Production Reliability Engineer - Trade Desk

Job Description

As part of our Trade Desk technical operations team, the Trading Systems Site Reliability Engineer will have primary responsibility for managing the real-time production trading environment for Jump Trading. It will require deep technical and operational knowledge across all areas of the trading platform in order to proactively monitor and troubleshoot our trading system, deploy changes to our production environment while minimizing operational risk, and implement tools and processes to drive continuous improvement.

What you’ll do:

The Trading Systems SRE will solve complex problems that require both technical and business understanding. The engineer will work with traders, back-office teams, exchanges, and developers to optimize the trading environment and investigate and solve system issues.

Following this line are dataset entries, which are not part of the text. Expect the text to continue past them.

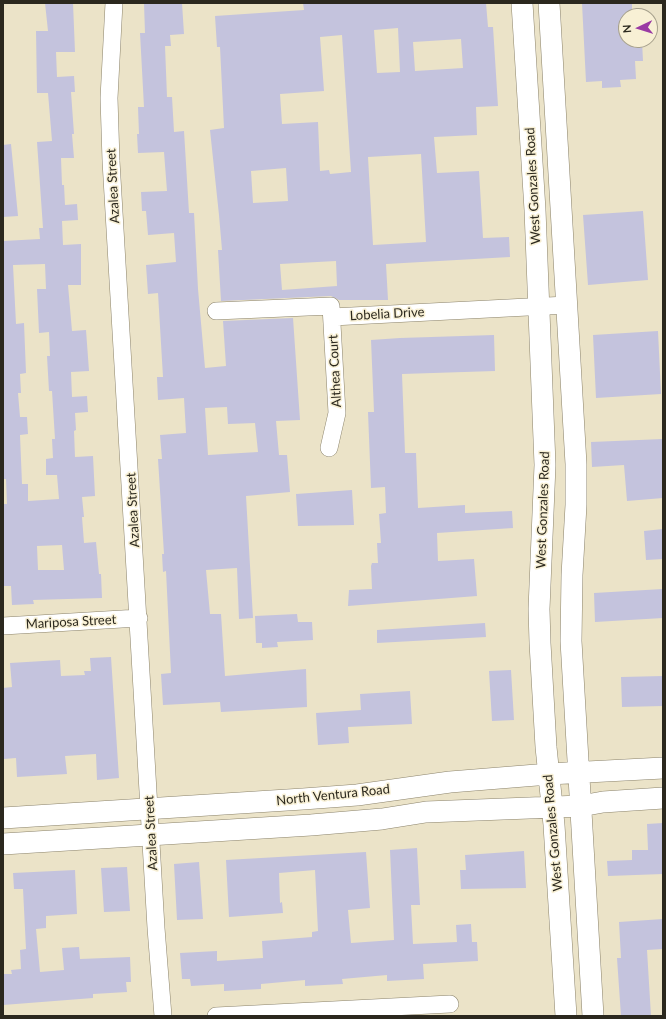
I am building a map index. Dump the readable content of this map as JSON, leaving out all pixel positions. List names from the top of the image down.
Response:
{
  "streets": {
    "main road": ["West Gonzales Road", "North Ventura Road"],
    "street": [
      "Azalea Street",
      "Lobelia Drive",
      "Althea Court",
      "Mariposa Street"
    ]
  },
  "crossings": [
    ["Azalea Street", "Mariposa Street"],
    ["Azalea Street", "North Ventura Road"],
    ["West Gonzales Road", "Lobelia Drive"],
    ["West Gonzales Road", "North Ventura Road"],
    ["Lobelia Drive", "Althea Court"]
  ],
  "north": "left"
}
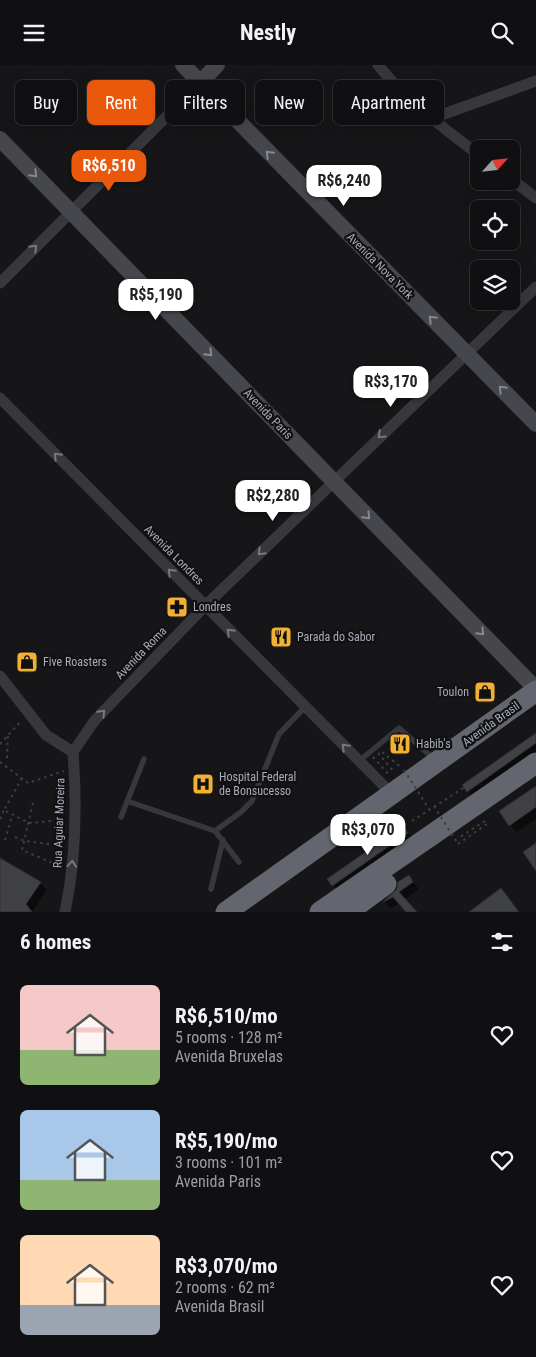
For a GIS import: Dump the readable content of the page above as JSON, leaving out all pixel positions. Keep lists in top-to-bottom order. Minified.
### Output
{"streets":{"highway":["Avenida Brasil"],"main road":["Avenida Nova York","Avenida Paris"],"street":["Avenida Londres","Avenida Roma","Rua Aguiar Moreira"]},"crossings":[["Avenida Nova York","Avenida Roma"],["Avenida Paris","Avenida Roma"],["Avenida Paris","Avenida Brasil"],["Avenida Londres","Avenida Roma"],["Avenida Londres","Avenida Brasil"],["Avenida Roma","Rua Aguiar Moreira"]],"one_way":["Avenida Nova York","Avenida Paris","Avenida Londres"],"places":{"pharmacy":["Londres"],"restaurant":["Parada do Sabor","Habib's"],"shop":["Five Roasters","Toulon"],"hospital":["Hospital Federal de Bonsucesso"]},"north":"top right","page":{"header":"Nestly","chip":["Buy","Rent","Filters","New","Apartment"],"price":["R$6,510","R$6,240","R$5,190","R$3,170","R$2,280","R$3,070"],"heading":"6 homes","list":[{"name":"R$6,510/mo","note":"5 rooms · 128 m² · Avenida Bruxelas"},{"name":"R$5,190/mo","note":"3 rooms · 101 m² · Avenida Paris"},{"name":"R$3,070/mo","note":"2 rooms · 62 m² · Avenida Brasil"}]}}
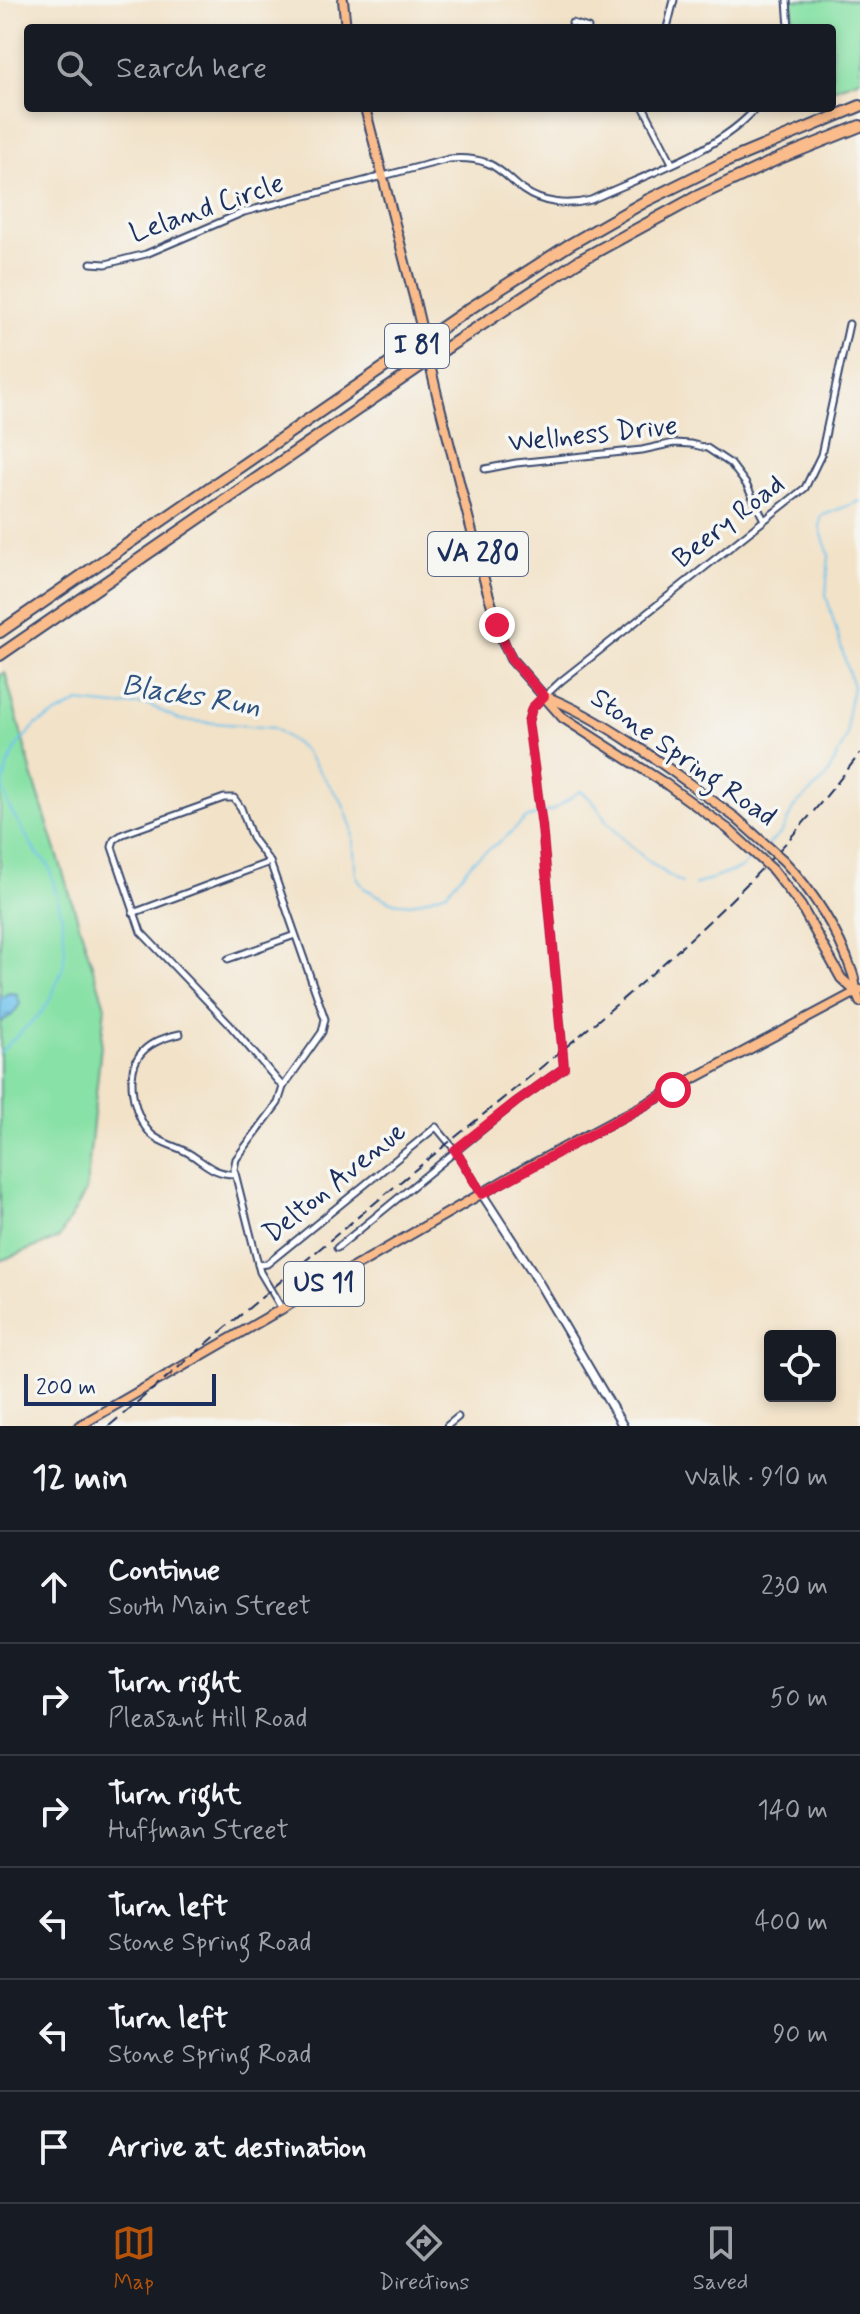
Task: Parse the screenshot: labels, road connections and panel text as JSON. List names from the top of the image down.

  • Own the production environment, driving performance, reliability, and operability through continuous improvement
  • Proactively monitor and troubleshoot large-scale trading systems and exchange connectivity
  • Build and maintain devops toolkit for the production trading system including configuration management, process management, deployment, monitoring, data collection, and analysis
  • Leverage firm-wide metrics to improve scalability and system performance
    Collaborate across the technology organization to analyze and troubleshoot complex system problems
  • Work closely with Risk Management and Operational Trading Support teams to coordinate changes and manage incidents
  • Interact directly with traders to communicate and drive technology changes, manage incidents, and troubleshoot problems
  • Work with Clearing team to reconcile trades and position breaks
  • Assess and manage operational risk of changes into the production environment
  • Define and document process and procedure
  • Provide mentorship and cross training to other technical operations SREs
  • Other duties as assigned or needed

Skills you’ll need:

  • Degree in Computer Science, a related field, or equivalent professional experience
  • At least 5+ years of relevant work experience in an IT ops role, such as DevOps, SRE, Linux Systems Engineering, or Network Engineering
  • Fluency in python and shell scripting
  • Familiarity with C++ helpful but not required
  • A rigorous, detail-oriented approach to operations
  • Strong understanding of the linux operating system, including network and system configuration, kernel internals, scheduling, performance tuning
  • Strong understanding of networking concepts such as routing, multicast, LLDP, VLAN tagging, ethernet
  • A deep sense of ownership and urgency
  • Ability to handle shared operational and periodic on-call duties
  • Reliable and predictable availability